In the 70s, when he was a city councilor in Xapuri, he already spoke of the importance of the forest on the world stage. We recorded all his speeches. He was mayor and was removed from office because of this, because he often spoke in defense of the forest.

He always spoke out in defense of the Amazon, even though he was a rubber tapper from deep inside the woods. He learned how to read and write from the guerrilla, by someone who not only taught him the alphabet, but also taught his first lessons on mobilizing workers. He spoke of the importance of mobilization, of organizing, of being united. That was very important to him.
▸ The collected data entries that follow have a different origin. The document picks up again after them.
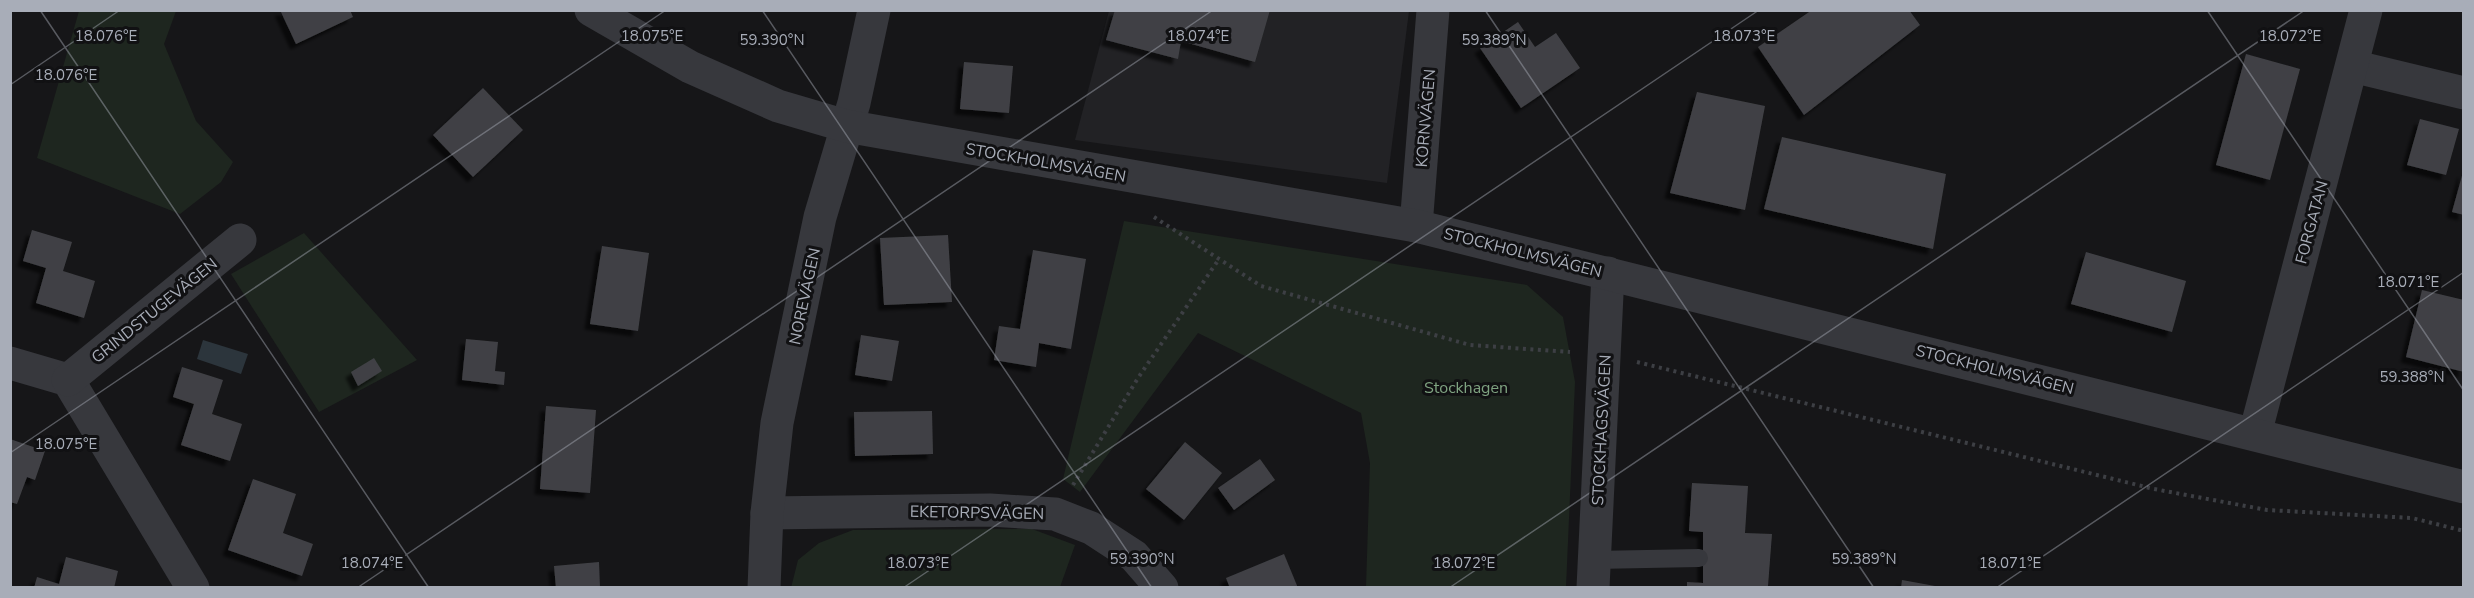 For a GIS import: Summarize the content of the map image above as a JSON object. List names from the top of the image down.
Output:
{
  "streets": {
    "street": [
      "KORNVÄGEN",
      "STOCKHOLMSVÄGEN",
      "FORGATAN",
      "NOREVÄGEN",
      "GRINDSTUGEVÄGEN",
      "STOCKHAGSVÄGEN",
      "EKETORPSVÄGEN"
    ]
  },
  "crossings": [
    ["KORNVÄGEN", "STOCKHOLMSVÄGEN"],
    ["STOCKHOLMSVÄGEN", "FORGATAN"],
    ["STOCKHOLMSVÄGEN", "NOREVÄGEN"],
    ["STOCKHOLMSVÄGEN", "STOCKHAGSVÄGEN"],
    ["NOREVÄGEN", "EKETORPSVÄGEN"]
  ],
  "parks": ["Stockhagen"],
  "coordinates": [
    "18.076°E",
    "18.075°E",
    "18.074°E",
    "18.073°E",
    "18.072°E",
    "59.390°N",
    "59.389°N",
    "18.071°E",
    "59.388°N"
  ]
}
Who would have thought that would happen? He spoke out to the world for precisely this reason: because it was his reality, it was his life. Many people could talk about the Amazon, about the forest, but without the first hand knowledge he had from his own experience.

When we talk about his legacy, we talk about extractivist reserves, we talk about the rubber tapper project, we talk about the alliance of the peoples of the forest, we talk about local ties, a peaceful resistance movement that he and Wilson Pinheiro, another great leader from the Acre countryside, created.

Chico came to the world with a very specific mission, therefore, everything that happened around him had to happen.